Cassandra Wilson: Singing the UN-Standards
Cassandra Wilson turns out hypnotic African beats meets bluesy swing on Loverly. The artist, known for transcending jazz tradition, takes a tune to roads rarely traveled. Here Wilson appears to come back home to her jazz roots. But has she? The collection of mostly standards is truly Un-Standard. The singer inhabits the essence of each melody, making it her own. Her eclectic influences draw from a host of genres to make up the soul of each song, from the rhythmic blues of “Black Orpheus” and West African trance chant “Arere.” “I studied the standards, listening to how other singers put their swing into them.
But it’s hard to do standards. You can’t really sing them until you understand them,” reveals the artist. Sultry vocals float above tunes elegantly but not without bite. Upbeat, blues-infused tracks “Dust My Broom,” “Caravan,” and “St. James Infirmary” groove off the charts. Marvin Sewell’s brilliant acoustic slide guitar is featured on “Spring Can Really Hang You Up The Most” along with playful title track. The self-produced recording is the culmination of a relaxed six day jam session in the singer’s hometown of Mississippi. Not surprisingly, it exudes the warm and immediacy of a live set right down to the finger snaps. Twenty years have past since Wilson covered the American Song Book on Blue Skies. Cassandra Wilson’s career marks a growing talent for unique masterful interpretations. It just keep on getting better and better. Would we expect less?

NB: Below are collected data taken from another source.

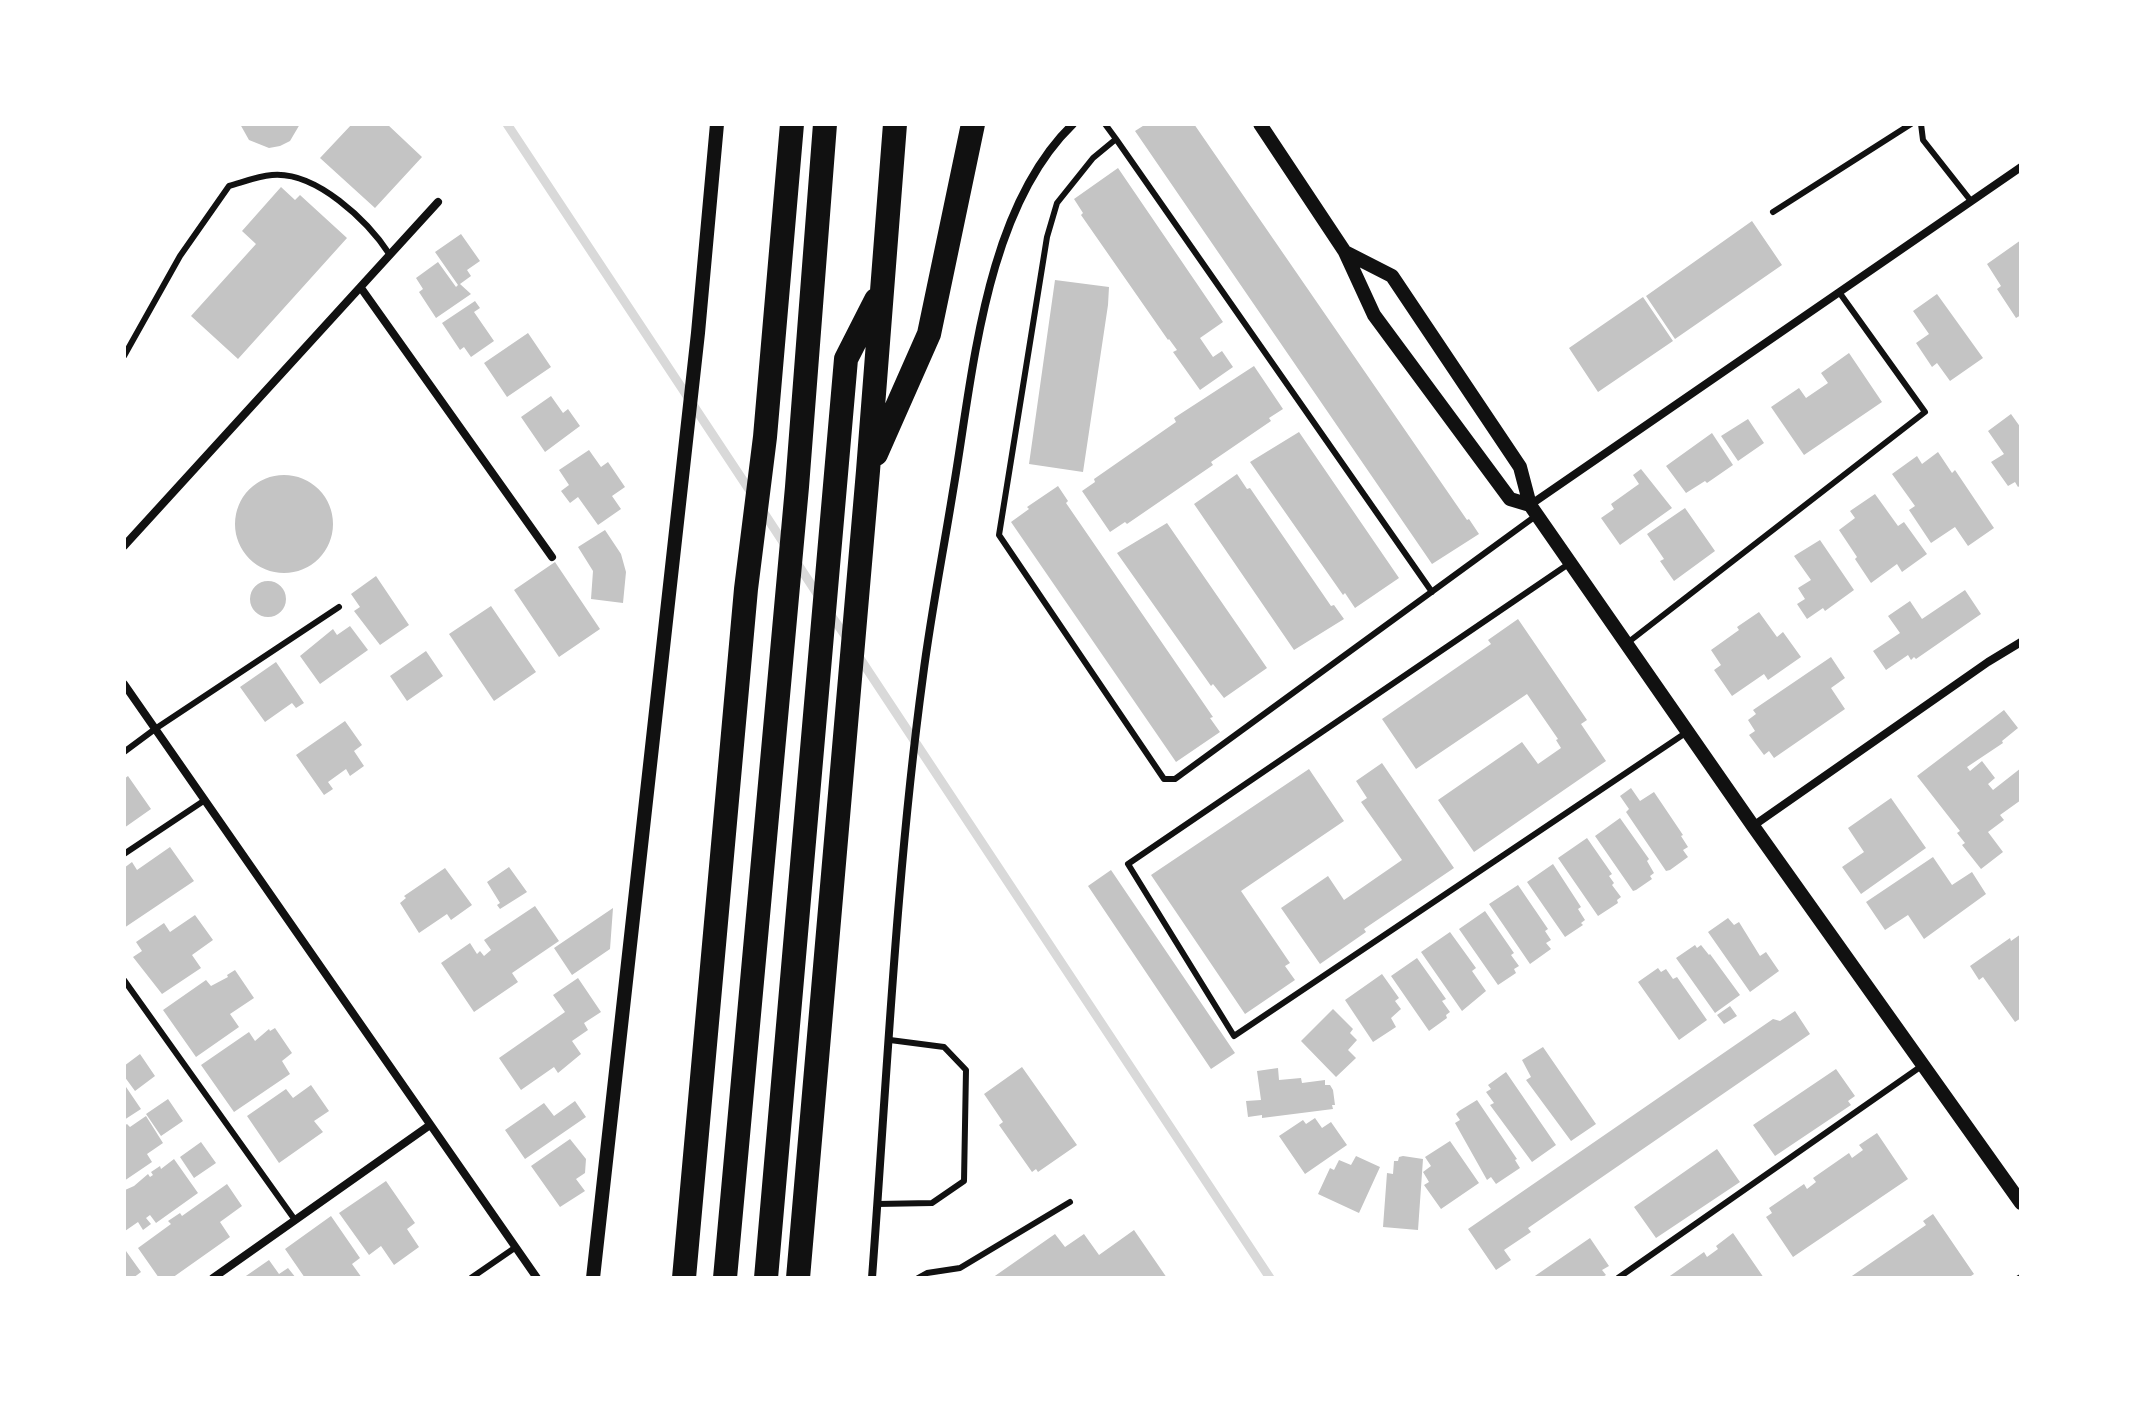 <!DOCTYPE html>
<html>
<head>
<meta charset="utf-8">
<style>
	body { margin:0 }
	#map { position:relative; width:2145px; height:1402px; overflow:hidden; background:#fff; font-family:"Roboto Serif",serif }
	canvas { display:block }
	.frame { position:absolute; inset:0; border:126px solid #fff; pointer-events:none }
</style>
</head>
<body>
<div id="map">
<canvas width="2145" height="1402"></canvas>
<div class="frame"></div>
</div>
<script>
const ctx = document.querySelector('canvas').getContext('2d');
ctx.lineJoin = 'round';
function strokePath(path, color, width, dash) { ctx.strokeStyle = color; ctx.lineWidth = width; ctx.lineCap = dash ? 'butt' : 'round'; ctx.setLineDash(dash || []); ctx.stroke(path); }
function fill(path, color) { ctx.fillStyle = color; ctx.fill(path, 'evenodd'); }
strokePath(new Path2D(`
	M507,124L752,494
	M762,510L787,548
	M795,560L820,598
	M830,614L849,641
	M857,654L1270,1278`), '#d9d9d9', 9);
fill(new Path2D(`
	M240,124H300L290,141L280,146L269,148L249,140Z
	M352,124H387L422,157L375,208L320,158Z
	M1146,124H1194L1467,520L1469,519L1479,534L1432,564L1135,131Z
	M1118,168L1223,322L1200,338L1213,357L1222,351L1233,367L1200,390L1173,352L1177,350L1169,339L1168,340L1081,215L1083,213L1074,199Z
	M281,187L295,200L300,195L347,238L238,359L191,316L256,244L242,231Z
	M1752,221L1782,265L1675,339L1646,296Z
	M461,234L480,261L467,270L471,276L460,284L471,294L436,318L419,292L423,289L416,278L438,262L456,287L458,285L435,252Z
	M2021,240V315L2016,318L1997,289L2001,286L1987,264Z
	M1055,280L1109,287L1108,305L1083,472L1029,464Z
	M1937,294L1983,358L1950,381L1937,363L1932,367L1916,343L1929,334L1913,311Z
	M1643,297L1673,341L1598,392L1569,348Z
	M475,301L480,308L474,312L494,341L471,357L464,347L460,350L442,323Z
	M528,333L551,367L507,397L484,363Z
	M1849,353L1882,402L1804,455L1771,407L1799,388L1806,398L1828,383L1821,373Z
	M1254,366L1283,409L1269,418L1271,421L1211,462L1213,465L1127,524L1125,522L1110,532L1082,491L1095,482L1094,479L1176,422L1174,418Z
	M551,396L563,413L568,409L580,426L545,452L521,417Z
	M2011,414L2021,428V485L2018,487L2015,482L2008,486L1991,462L2004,454L1988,431Z
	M1748,419L1764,443L1738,461L1721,436Z
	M1299,432L1399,578L1355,608L1345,593L1343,595L1250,462Z
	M1712,433L1733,465L1707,483L1705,481L1686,493L1666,466Z
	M589,450L601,467L608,462L625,487L612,496L621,509L598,525L578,497L570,503L561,491L569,485L559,470Z
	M1938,452L1952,473L1955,470L1994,528L1968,546L1955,527L1931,543L1909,510L1915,506L1892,474L1917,456L1922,464Z
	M1641,469L1672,508L1620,545L1601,518L1614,509L1611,504L1639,484L1633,475Z
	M1237,474L1247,489L1250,488L1331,606L1334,605L1344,619L1294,650L1194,504Z
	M235 524a49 49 0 1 1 98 0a49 49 0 1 1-98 0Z
	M1058,486L1068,501L1066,503L1213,717L1210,718L1220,732L1176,762L1011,522L1029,509L1027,507Z
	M1875,494L1898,526L1904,522L1927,554L1902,572L1897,564L1871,583L1855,559L1857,557L1839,530L1855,518L1850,511Z
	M1685,508L1715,551L1674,581L1660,561L1664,559L1647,534Z
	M1167,523L1267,668L1224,698L1213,684L1211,686L1117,553Z
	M605,530L621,554L626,572L623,603L591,599L593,571L578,547Z
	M1820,540L1854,590L1825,611L1823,608L1807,619L1797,604L1805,599L1798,588L1811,580L1794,556Z
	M555,562L600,629L559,657L514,590Z
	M376,576L409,625L380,645L354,611L360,607L351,594Z
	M250 599a18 18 0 1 1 36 0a18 18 0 1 1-36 0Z
	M1965,590L1981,614L1916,659L1914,657L1911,660L1908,655L1886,670L1873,651L1900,633L1888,616L1910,601L1922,619Z
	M491,606L536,672L494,701L449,634Z
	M1759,612L1777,637L1783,632L1801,657L1768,680L1764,674L1732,696L1714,670L1721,665L1711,650L1739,630L1737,627Z
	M1518,619L1587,720L1581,724L1606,761L1474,852L1438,800L1522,742L1538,764L1561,748L1556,740L1558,739L1527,694L1416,769L1382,719L1491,644L1488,640Z
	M350,626L368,650L320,684L300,656L333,629L337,635Z
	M426,651L443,676L407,701L390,676Z
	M1831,657L1845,678L1831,688L1845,709L1774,758L1769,751L1764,755L1749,735L1755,731L1748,720L1756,714L1753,710Z
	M276,662L304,703L296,708L292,703L265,722L240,687Z
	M2004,710L2018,728L2002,741L2003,743L1967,767L1970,771L1982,761L1995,778L1988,784L1993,790L2021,768V800L2000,815L2004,820L1988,832L2003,852L1981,869L1962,845L1965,843L1957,833L1960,831L1917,776Z
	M345,721L362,745L354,751L364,766L350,776L346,769L328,782L333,789L324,795L296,755Z
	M1382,763L1454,868L1364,929L1366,932L1320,964L1281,908L1328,876L1344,900L1402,860L1361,802L1367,798L1356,781Z
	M1309,769L1344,821L1241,891L1290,963L1285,966L1295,980L1245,1014L1151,875Z
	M128,776L151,809L124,828V779Z
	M1631,788L1640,801L1654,792L1683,835L1681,836L1688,847L1683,850L1688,857L1670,870L1666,871L1626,812L1629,809L1620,796Z
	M1891,798L1926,848L1861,894L1842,867L1864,852L1848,828Z
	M1620,818L1649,859L1647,861L1654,873L1650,876L1652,879L1636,890L1633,891L1595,836Z
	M1587,838L1612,874L1609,876L1614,883L1612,885L1621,897L1617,900L1618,903L1598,916L1558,858Z
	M170,847L194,881L124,928V868L132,862L137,870Z
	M1933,857L1952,885L1972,872L1986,894L1924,939L1908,915L1885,930L1866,902Z
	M1553,864L1581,907L1578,909L1585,920L1581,923L1583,925L1565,937L1527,882Z
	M509,867L527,892L500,909L497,905L500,903L487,882Z
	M445,868L472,905L451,920L447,914L419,933L400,903L406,898L404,896Z
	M1111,870L1235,1053L1211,1069L1088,886Z
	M1518,885L1548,929L1545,931L1551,940L1546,943L1551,949L1530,964L1489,904Z
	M535,906L559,941L512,973L518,982L474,1012L441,963L470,943L477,954L480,951L484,956L491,950L484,940Z
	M613,908L610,949L572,975L554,948Z
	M1485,911L1514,953L1511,955L1519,966L1514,969L1516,973L1498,985L1459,929Z
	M195,915L213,940L192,955L201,968L162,994L133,957L142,951L136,942L164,923L170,932Z
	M1728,918L1734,925L1739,922L1760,956L1766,952L1779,971L1750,992L1708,932Z
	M1450,932L1476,968L1472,971L1486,991L1462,1011L1421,952Z
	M2021,934V1018L2015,1022L1983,977L1979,980L1970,966L2010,938L2011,941Z
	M1695,945L1697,948L1701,945L1709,955L1710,954L1740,995L1715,1013L1676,958Z
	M1417,958L1446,999L1442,1001L1450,1012L1446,1015L1447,1018L1429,1031L1391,976Z
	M1658,968L1661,972L1666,969L1673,979L1677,977L1707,1020L1679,1040L1638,982Z
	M235,970L254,998L230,1014L239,1027L196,1057L163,1010L206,980L211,986L228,977L227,975Z
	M1382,974L1399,998L1395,1001L1401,1009L1391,1018L1396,1027L1373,1042L1345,1000Z
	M578,978L601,1012L584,1023L588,1030L572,1041L581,1054L558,1073L554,1067L521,1090L499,1058L565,1012L553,995Z
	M1730,1006L1737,1016L1724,1024L1717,1015Z
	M1333,1009L1353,1029L1350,1033L1357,1040L1348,1050L1356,1058L1336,1077L1301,1041Z
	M1795,1011L1810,1034L1528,1228L1531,1232L1504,1250L1511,1260L1496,1270L1468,1229L1773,1019L1780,1021Z
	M275,1028L292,1053L282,1061L290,1074L234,1112L201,1065L249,1032L255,1041L269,1029L270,1031Z
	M1543,1047L1596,1124L1571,1141L1526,1080L1531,1077L1522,1060Z
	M140,1054L155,1076L135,1091L124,1076V1066Z
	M1022,1067L1077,1145L1038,1172L1036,1169L1032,1172L999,1125L1003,1122L984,1094Z
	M1278,1068L1279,1080L1301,1078L1302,1083L1325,1080V1085H1330L1333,1090L1335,1105H1332L1333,1109L1262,1118V1115L1248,1117L1246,1101L1261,1100L1257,1071Z
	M1836,1069L1855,1096L1848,1101L1851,1105L1775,1156L1753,1125Z
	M1506,1072L1556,1145L1532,1162L1490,1105L1494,1103L1486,1092L1491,1089L1488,1085Z
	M124,1084L141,1109L124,1120Z
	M311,1085L329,1111L314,1121L323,1132L279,1163L247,1116L286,1089L293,1098Z
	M168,1099L183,1121L161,1136L146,1114Z
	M1477,1100L1517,1159L1515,1160L1520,1168L1496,1184L1491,1177L1487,1180L1455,1123L1460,1120L1456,1114L1459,1111Z
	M575,1101L586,1117L525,1159L505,1130L544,1103L554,1116Z
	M146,1116L163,1143L147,1154L152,1162L124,1181V1126L127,1124L130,1127Z
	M1315,1118L1322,1128L1331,1122L1347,1145L1305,1174L1279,1136L1303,1120L1306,1124Z
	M1877,1133L1908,1179L1793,1257L1766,1217L1772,1213L1769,1208L1804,1184L1807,1189L1816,1182L1813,1178L1849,1153L1852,1158L1863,1150L1859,1145Z
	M570,1139L586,1159L585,1173L576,1179L585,1191L560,1207L531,1166Z
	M1450,1141L1479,1183L1441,1209L1424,1185L1429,1182L1423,1172L1431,1166L1425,1157Z
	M201,1142L216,1163L194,1178L180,1157Z
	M1717,1149L1740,1182L1656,1238L1634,1207Z
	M1356,1156L1380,1167L1359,1213L1318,1194L1330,1168L1334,1170L1339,1160L1351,1165Z
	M1403,1156L1423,1159L1418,1230L1383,1227L1387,1173L1393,1174L1394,1161H1398L1399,1157Z
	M174,1159L198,1193L156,1223L150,1215L146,1218L151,1224L143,1230L138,1222L125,1231V1190L134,1186L148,1174L150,1177L153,1175L151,1172L160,1166L161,1169Z
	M386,1181L415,1223L407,1229L419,1247L394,1265L381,1246L369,1255L339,1213Z
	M227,1184L242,1206L220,1222L230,1237L172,1278H159L138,1248L171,1224L168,1221L180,1213L182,1216Z
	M1933,1214L1974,1274L1968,1278H1849L1926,1225L1923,1221Z
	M331,1216L360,1258L352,1264L362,1278H305L285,1249Z
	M1134,1230L1167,1278H992L1055,1234L1065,1247L1084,1234L1099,1255Z
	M1733,1233L1764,1278H1667L1704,1252L1707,1257L1718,1249L1716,1246Z
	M1590,1238L1609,1266L1602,1270L1606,1275L1601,1278H1532Z
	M126,1251L141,1272L133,1278H124V1252Z
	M269,1260L279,1274L288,1268L296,1278H243Z`), '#c4c4c4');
strokePath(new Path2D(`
	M1105,124L1116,139L1093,158L1057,203L1047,237L999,535L1164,779H1175L1537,515
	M1921,124L1923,140L1971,201
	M1116,139L1432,592
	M1773,212L1911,124
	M124,356L180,256L229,186C243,182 258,176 272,175C316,171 368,221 390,255
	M1570,563L1128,864L1234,1036L1687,732
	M1626,644L1925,412L1839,292
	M124,752L155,729L339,607
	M124,854L205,800
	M124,980L295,1220
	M877,1204L932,1203L964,1181L966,1070L944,1047L890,1040
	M471,1278L516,1247
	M918,1278L927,1273L960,1268L1070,1202
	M1618,1278L1923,1065
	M2019,1278L2021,1277`), '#111', 6);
strokePath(new Path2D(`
	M361,288L552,557
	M1530,505L2021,167
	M124,546L438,202
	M124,684L537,1278
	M1753,826L1988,662L2021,642
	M213,1278L430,1125
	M872,1278C887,1078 896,875 923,676C931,614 943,553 953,491C973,375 984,210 1073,124`), '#111', 8);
strokePath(new Path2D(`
	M1260,124L1345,252L1374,315L1510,499L1530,505
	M1345,252L1392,276L1520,467L1530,505L1753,826L2021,1203
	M593,1278L698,333L717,124`), '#111', 14);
strokePath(new Path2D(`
	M876,454L929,334L973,124
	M684,1278L746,589L765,437L792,124
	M725,1278L797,487L825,124
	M766,1278L846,359L876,300
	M798,1278L868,471L895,124`), '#111', 24);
</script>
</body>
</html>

Eliza Gilkyson: Cowgirl Logic
Armed with a knack for storytelling and cowgirl logic, Eliza Gilkyson’s music evokes the spirit of Lucinda Williams, Shawn Colvin and Nanci Griffith yet spins a sound distinctly its own. No one would argue that music and blood are intertwined. The daughter of distinguished tunesmith Terry Gilkyson emits music from every pore. Americana, politics, spiritual wanderings and down home playfulness all live within Gilkyson’s visceral lyrics. From the gritty to the sublime, her chameleon sound always stays true to its poetic heart. “The job that I do with music makes me feel hopeful. I find comfort in the warm bodies of those that are doing the same kind of self inventory,” explains Gilkyson. Since signing onto Red House Records in 2000, the songstress is a force to be reckoned with. Finally, Gilkyson is beginning to get the recognition she so richly deserves with an induction into the Austin Music Hall of Fame in 2003, a 2005 Grammy nomination for Land of Milk and Honey for Best Contemporary Folk Album and successive awards after Paradise Hotel’s release in 2006.
Her latest Beautiful World, celebrates the joy as well as suffering of our loggerhead existence. Songs are stark, vulnerable yet soothing at the same time. The sweet guitar twang of “Emerald Street” is an innocent send up to love, a nice contrast to the title track’s chanting ballad. The album pendulates between folk, rock and pop and even jazz in an organic way which is perhaps Gilkyson’s evolution as a songwriter. “I really wrote outside my usual,” states Gilkyson. “For many years I disciplined myself to be a streamline of modern folk…On [Beautiful World], the songs were really asking me to step outside of that a little bit more and bring in different instrumentations of rock. We just wanted to let the songs be what they were.”
The artist’s expose of the derailed American dream on “The Great Correction” is done with a gripping honesty seldom heard: “people round here don’t know what it means/to suffer at the hands of our american dreams/they turn their backs on the grisly scenes/traced to the privileged sons/they got their god they got their guns/got their armies and the chosen ones/ but we’ll all be burnin in the same big sun/when the great correction comes.” It’s refreshing to see the underdog take center stage here. The aforementioned track is by far the most thought provoking song on Beautiful World. Gilkyson states,”What I wanted to do on this record is look at the big picture and how does this effect us as communities, as countries, as individuals” An example of the big picture the songwriter refers to is the dramatic shift our global economy will undergo with the expiration of fossil fuel in the next 50 years. “Before this, individualism has really been the height of technological achievement, separate expression. I think we’ve taken that as far as we can go and that we are now at the point we’ve got to go back to communal living,” says Gilkyson. Ultimately, it’s Gilkyson’s heartfelt passion for a harmonic existence that shines through her lyrics and gives hope to us all.